Report each line of the records where "rows" occurs.

◆ ◆ ◆

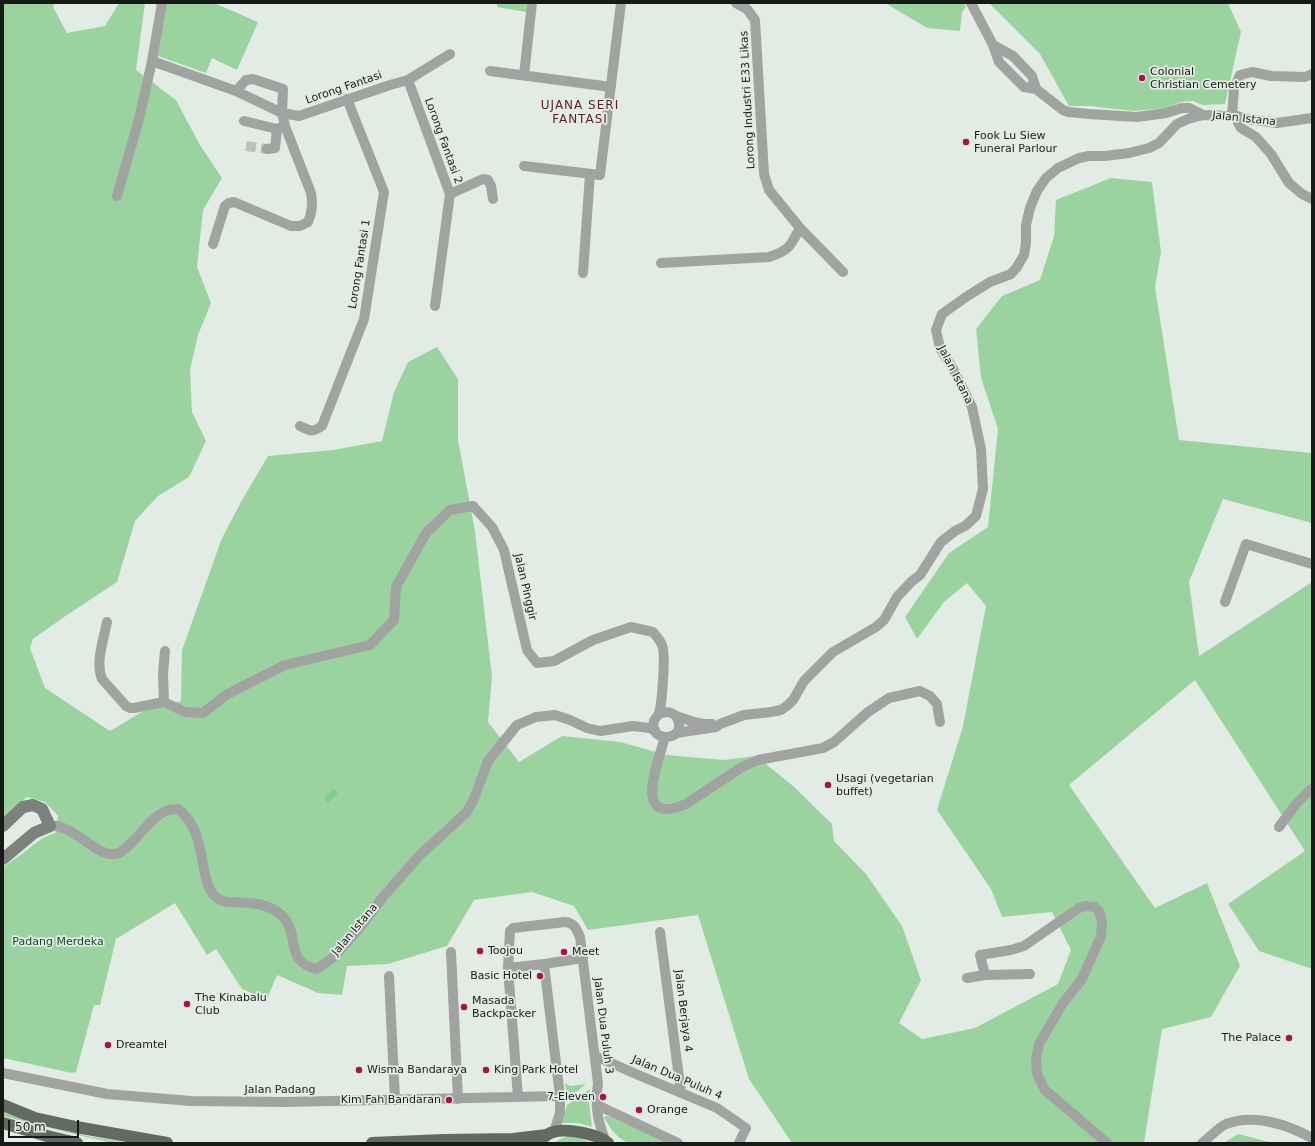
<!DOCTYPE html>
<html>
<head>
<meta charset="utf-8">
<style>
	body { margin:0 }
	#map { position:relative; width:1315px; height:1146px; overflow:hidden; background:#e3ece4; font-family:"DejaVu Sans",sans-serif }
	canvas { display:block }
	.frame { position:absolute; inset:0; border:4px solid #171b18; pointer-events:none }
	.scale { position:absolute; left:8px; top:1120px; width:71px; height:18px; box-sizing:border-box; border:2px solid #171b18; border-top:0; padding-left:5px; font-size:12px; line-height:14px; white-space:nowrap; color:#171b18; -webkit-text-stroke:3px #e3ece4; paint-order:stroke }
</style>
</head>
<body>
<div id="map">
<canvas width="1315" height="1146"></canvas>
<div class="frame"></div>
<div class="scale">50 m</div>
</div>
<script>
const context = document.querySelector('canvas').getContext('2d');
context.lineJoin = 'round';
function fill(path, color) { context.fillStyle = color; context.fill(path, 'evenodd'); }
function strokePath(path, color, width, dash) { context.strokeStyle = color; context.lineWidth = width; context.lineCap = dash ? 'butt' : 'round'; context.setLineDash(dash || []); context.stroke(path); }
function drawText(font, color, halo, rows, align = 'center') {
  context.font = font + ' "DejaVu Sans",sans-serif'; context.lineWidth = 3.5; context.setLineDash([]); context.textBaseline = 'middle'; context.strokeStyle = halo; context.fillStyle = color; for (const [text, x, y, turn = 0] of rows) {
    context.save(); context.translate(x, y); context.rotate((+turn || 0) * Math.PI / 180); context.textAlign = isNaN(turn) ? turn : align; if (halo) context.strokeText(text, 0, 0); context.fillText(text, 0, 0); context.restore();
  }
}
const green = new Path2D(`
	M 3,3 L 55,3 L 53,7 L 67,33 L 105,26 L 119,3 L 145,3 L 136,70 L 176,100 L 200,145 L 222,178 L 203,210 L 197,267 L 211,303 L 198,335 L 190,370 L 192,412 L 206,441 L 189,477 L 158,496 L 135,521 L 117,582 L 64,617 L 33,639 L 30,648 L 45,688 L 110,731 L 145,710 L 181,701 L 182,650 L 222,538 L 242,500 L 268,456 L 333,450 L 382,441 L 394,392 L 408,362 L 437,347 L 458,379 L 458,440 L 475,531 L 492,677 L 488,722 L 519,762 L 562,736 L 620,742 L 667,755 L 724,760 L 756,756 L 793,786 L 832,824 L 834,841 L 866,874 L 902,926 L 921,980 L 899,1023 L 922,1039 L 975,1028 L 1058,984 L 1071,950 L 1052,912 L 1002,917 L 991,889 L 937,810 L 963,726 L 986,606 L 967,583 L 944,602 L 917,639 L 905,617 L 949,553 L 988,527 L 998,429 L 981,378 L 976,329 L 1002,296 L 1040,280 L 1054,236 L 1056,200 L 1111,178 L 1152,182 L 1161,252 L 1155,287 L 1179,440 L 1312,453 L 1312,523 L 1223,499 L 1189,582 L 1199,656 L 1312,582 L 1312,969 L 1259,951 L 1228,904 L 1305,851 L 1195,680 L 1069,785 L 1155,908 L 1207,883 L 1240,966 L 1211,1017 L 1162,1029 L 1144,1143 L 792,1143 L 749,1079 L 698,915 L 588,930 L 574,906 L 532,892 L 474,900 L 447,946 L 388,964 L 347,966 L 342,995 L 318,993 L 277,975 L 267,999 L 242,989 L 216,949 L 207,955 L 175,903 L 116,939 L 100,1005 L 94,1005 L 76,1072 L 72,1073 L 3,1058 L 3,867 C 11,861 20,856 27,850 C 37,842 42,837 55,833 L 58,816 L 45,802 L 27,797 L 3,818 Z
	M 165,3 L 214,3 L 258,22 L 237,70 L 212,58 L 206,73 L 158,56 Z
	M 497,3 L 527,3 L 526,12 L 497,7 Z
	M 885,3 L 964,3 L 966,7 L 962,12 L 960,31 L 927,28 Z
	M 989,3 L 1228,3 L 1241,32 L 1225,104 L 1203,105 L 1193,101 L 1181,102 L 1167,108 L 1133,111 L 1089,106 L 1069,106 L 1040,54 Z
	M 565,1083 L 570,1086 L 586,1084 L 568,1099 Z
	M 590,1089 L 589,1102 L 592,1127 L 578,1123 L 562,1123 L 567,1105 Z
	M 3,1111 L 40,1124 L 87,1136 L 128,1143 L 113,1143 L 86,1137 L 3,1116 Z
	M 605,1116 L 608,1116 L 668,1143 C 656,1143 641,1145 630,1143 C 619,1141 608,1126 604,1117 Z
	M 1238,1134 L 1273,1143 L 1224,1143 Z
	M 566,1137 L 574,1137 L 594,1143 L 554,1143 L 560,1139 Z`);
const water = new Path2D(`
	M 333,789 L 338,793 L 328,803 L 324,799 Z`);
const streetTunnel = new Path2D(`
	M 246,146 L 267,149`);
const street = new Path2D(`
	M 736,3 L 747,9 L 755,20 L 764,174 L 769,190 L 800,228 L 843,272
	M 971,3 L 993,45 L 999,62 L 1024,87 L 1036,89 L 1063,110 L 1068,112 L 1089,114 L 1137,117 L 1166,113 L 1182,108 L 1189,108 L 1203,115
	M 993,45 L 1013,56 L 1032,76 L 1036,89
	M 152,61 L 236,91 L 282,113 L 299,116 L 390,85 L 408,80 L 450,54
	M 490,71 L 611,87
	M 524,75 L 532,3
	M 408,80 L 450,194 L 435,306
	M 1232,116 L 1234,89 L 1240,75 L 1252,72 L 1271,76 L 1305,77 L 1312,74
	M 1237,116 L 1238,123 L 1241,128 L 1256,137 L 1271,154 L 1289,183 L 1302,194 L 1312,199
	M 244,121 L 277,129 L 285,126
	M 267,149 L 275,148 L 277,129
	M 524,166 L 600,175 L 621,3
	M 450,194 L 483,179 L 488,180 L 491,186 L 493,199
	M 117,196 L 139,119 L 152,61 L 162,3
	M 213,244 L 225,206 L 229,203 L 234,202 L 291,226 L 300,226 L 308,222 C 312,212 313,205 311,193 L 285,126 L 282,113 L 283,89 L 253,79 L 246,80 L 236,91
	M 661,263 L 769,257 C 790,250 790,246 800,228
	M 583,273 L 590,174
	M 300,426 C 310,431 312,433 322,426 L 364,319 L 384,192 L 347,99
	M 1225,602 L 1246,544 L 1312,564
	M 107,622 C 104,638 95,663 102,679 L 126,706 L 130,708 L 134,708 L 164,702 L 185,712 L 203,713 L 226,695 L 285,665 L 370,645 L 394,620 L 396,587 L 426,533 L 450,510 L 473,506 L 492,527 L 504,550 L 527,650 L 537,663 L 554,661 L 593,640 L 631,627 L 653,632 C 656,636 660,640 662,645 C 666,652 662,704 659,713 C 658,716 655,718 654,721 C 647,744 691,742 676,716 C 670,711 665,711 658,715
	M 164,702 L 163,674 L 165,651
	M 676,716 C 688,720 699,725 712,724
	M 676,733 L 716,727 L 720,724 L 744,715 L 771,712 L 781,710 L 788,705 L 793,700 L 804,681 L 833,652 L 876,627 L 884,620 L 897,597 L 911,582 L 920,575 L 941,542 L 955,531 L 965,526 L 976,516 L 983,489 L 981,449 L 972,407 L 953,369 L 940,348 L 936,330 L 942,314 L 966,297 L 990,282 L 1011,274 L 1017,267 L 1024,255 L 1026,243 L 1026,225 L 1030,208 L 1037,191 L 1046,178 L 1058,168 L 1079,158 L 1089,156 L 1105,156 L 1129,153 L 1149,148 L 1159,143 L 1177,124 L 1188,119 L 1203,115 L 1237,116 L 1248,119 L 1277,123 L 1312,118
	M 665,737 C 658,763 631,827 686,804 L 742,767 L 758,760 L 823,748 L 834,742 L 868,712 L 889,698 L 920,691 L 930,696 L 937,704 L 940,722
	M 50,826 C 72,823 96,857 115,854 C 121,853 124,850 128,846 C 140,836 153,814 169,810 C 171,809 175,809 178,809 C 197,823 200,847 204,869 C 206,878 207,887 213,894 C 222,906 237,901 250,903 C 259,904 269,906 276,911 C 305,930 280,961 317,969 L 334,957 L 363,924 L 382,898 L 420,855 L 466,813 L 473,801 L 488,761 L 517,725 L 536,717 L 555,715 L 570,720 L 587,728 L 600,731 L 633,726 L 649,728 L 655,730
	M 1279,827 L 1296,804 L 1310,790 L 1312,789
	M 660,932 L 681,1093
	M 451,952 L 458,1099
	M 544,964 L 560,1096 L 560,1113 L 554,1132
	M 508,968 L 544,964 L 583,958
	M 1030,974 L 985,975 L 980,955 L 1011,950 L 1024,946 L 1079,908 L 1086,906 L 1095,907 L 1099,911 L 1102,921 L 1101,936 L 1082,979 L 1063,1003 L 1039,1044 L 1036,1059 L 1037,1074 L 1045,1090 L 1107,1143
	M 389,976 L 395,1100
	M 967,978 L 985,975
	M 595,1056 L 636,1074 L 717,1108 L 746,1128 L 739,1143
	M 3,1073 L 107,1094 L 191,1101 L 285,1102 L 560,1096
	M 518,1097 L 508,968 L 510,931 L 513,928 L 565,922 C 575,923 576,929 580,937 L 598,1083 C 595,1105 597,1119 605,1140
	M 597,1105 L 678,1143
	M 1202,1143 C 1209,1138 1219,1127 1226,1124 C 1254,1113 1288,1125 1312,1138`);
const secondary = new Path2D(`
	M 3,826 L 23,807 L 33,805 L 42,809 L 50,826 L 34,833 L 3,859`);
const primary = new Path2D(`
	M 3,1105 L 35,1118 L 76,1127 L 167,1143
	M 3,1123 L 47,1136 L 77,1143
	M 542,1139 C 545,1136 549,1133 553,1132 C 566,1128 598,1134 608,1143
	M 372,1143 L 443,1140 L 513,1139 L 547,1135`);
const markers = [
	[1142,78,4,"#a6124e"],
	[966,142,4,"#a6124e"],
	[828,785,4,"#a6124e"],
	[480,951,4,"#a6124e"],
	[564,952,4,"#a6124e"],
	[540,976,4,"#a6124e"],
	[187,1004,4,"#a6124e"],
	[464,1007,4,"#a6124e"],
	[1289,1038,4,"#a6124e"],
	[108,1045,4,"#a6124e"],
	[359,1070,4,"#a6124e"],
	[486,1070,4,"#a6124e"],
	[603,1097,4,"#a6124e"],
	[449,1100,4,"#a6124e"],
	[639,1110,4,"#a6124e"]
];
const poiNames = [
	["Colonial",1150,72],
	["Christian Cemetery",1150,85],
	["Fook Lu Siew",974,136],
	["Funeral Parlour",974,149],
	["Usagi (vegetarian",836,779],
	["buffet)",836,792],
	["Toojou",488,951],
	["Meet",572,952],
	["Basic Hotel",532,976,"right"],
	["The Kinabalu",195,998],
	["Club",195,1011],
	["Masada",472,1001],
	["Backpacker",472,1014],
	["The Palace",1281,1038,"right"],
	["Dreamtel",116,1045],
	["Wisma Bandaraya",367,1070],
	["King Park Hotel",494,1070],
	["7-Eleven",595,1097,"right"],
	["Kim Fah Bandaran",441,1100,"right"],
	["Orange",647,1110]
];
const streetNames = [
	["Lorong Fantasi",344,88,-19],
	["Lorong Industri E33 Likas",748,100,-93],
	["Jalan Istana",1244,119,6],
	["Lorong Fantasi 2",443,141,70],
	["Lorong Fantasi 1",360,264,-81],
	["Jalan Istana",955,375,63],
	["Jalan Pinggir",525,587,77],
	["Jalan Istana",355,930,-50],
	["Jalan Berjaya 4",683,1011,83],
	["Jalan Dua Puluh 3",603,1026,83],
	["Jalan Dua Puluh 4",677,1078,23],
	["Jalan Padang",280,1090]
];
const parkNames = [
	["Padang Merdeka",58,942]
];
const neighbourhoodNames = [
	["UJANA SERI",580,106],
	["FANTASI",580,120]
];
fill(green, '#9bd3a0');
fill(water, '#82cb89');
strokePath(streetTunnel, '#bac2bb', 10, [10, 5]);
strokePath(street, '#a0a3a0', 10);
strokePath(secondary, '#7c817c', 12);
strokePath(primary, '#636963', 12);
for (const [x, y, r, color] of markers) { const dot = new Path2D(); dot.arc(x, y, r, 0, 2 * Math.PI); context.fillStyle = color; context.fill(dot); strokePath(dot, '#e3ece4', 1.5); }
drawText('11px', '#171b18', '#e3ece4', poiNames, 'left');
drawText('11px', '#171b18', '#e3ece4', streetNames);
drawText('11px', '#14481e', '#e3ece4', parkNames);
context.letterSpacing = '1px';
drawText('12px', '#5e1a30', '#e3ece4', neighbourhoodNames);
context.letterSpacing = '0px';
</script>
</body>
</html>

◆ ◆ ◆

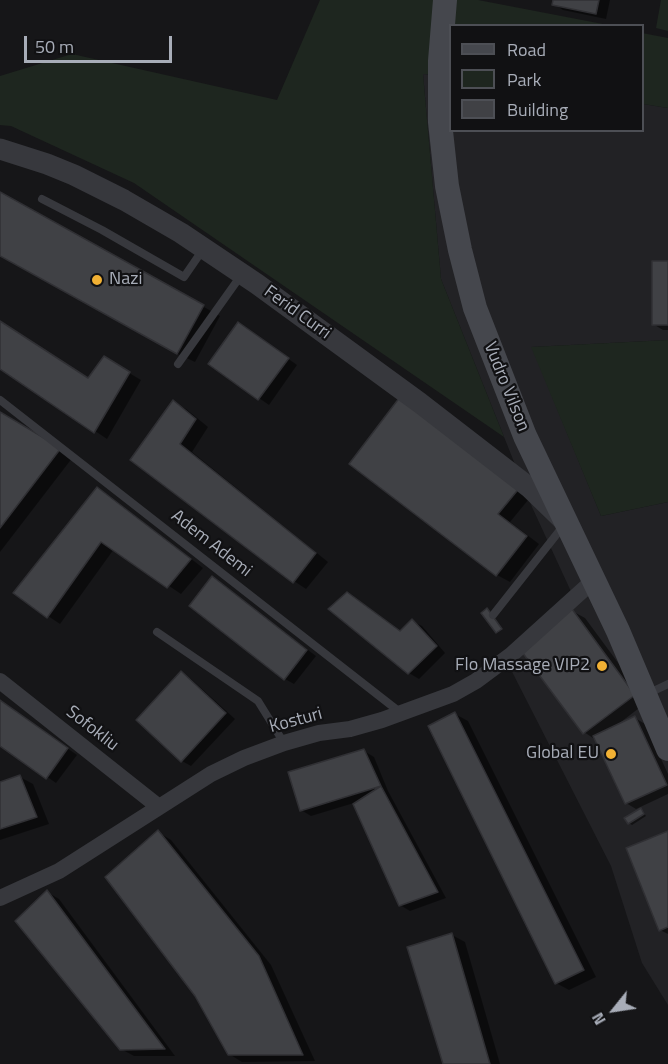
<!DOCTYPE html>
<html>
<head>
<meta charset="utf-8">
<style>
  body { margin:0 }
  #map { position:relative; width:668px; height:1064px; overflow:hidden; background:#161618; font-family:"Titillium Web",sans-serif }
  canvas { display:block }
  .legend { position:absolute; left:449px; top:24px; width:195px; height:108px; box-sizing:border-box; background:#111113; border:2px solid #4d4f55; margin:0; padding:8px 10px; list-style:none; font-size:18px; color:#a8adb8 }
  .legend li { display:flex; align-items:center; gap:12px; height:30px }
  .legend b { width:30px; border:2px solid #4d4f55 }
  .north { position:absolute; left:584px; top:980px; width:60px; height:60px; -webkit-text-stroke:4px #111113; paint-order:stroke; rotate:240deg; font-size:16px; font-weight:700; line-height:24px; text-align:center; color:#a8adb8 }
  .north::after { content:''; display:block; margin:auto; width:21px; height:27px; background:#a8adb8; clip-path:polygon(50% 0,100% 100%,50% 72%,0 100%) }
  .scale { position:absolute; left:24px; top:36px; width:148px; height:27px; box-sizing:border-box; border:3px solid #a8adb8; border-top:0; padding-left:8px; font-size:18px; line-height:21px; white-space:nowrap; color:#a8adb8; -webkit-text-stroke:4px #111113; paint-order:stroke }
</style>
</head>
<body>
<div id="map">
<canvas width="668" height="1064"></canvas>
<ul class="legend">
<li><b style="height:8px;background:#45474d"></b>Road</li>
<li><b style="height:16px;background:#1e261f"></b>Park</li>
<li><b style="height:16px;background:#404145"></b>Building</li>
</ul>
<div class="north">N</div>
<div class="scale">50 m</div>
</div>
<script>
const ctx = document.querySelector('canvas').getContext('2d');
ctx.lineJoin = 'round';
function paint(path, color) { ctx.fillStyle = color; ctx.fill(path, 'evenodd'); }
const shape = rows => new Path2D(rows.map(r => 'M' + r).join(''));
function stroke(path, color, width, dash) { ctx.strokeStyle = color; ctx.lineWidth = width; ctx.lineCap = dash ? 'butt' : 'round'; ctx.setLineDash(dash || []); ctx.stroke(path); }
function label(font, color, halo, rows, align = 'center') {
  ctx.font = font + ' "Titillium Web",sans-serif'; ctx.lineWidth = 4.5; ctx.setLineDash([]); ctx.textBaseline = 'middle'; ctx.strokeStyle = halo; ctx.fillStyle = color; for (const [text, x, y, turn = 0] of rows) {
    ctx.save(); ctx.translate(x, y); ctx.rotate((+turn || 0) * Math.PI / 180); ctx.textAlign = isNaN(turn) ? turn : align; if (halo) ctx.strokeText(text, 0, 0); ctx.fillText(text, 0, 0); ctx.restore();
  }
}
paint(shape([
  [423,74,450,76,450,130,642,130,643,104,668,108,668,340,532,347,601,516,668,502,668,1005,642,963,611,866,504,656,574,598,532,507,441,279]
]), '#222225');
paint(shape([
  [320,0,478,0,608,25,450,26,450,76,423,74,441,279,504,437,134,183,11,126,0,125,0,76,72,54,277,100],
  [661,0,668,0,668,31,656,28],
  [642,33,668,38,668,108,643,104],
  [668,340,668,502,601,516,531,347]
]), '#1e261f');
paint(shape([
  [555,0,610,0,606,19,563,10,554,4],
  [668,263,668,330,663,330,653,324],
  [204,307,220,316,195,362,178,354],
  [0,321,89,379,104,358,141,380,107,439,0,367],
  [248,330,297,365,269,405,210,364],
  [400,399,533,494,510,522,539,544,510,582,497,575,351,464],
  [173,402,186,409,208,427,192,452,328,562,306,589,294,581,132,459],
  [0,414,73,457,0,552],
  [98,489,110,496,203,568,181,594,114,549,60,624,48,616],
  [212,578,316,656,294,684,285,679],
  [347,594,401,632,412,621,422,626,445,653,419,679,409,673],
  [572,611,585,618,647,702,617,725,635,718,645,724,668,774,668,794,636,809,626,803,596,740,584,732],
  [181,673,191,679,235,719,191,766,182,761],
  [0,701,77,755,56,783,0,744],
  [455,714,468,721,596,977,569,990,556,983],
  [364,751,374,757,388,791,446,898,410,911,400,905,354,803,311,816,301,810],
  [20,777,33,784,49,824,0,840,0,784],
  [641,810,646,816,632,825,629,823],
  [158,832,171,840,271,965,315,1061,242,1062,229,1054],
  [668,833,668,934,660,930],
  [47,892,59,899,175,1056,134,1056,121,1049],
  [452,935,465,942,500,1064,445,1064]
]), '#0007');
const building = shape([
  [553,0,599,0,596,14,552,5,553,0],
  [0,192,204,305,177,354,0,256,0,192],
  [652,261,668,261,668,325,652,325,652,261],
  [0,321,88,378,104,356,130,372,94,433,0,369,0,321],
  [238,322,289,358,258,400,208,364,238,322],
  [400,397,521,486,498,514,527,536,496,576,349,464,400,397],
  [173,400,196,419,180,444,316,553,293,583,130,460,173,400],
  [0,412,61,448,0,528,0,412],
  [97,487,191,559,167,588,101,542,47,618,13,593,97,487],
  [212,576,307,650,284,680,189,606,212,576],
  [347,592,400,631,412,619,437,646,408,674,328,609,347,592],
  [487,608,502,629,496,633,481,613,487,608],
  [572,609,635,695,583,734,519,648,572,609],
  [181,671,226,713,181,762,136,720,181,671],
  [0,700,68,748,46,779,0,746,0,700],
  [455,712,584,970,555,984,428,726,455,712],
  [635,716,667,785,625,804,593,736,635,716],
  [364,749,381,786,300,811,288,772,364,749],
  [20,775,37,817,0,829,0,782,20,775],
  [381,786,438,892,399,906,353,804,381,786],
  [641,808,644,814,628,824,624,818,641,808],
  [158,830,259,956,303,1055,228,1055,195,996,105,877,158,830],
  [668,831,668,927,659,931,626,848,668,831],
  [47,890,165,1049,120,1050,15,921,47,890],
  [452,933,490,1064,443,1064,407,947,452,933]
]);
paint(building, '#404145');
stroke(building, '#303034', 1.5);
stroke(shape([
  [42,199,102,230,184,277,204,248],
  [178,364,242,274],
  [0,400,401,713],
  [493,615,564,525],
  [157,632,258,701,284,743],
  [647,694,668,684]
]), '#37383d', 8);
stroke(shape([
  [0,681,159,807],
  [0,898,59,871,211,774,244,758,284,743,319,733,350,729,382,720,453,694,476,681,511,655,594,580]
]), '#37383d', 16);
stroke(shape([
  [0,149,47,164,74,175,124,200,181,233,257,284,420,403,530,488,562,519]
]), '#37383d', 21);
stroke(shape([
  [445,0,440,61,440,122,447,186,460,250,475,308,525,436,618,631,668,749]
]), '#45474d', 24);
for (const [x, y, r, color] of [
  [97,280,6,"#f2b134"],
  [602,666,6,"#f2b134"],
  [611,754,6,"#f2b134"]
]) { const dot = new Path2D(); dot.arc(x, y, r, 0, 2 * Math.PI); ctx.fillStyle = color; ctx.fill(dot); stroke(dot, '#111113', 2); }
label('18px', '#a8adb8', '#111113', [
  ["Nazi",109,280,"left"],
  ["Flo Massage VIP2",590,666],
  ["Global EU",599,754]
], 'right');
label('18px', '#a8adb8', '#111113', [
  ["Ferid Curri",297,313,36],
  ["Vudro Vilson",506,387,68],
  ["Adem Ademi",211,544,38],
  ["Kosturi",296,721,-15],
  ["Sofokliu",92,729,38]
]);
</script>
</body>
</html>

◆ ◆ ◆

Result of the task
function drawText(font, color, halo, rows, align = 'center') {
  context.font = font + ' "DejaVu Sans",sans-serif'; context.lineWidth = 3.5; context.setLineDash([]); context.textBaseline = 'middle'; context.strokeStyle = halo; context.fillStyle = color; for (const [text, x, y, turn = 0] of rows) {
const shape = rows => new Path2D(rows.map(r => 'M' + r).join(''));
function label(font, color, halo, rows, align = 'center') {
  ctx.font = font + ' "Titillium Web",sans-serif'; ctx.lineWidth = 4.5; ctx.setLineDash([]); ctx.textBaseline = 'middle'; ctx.strokeStyle = halo; ctx.fillStyle = color; for (const [text, x, y, turn = 0] of rows) {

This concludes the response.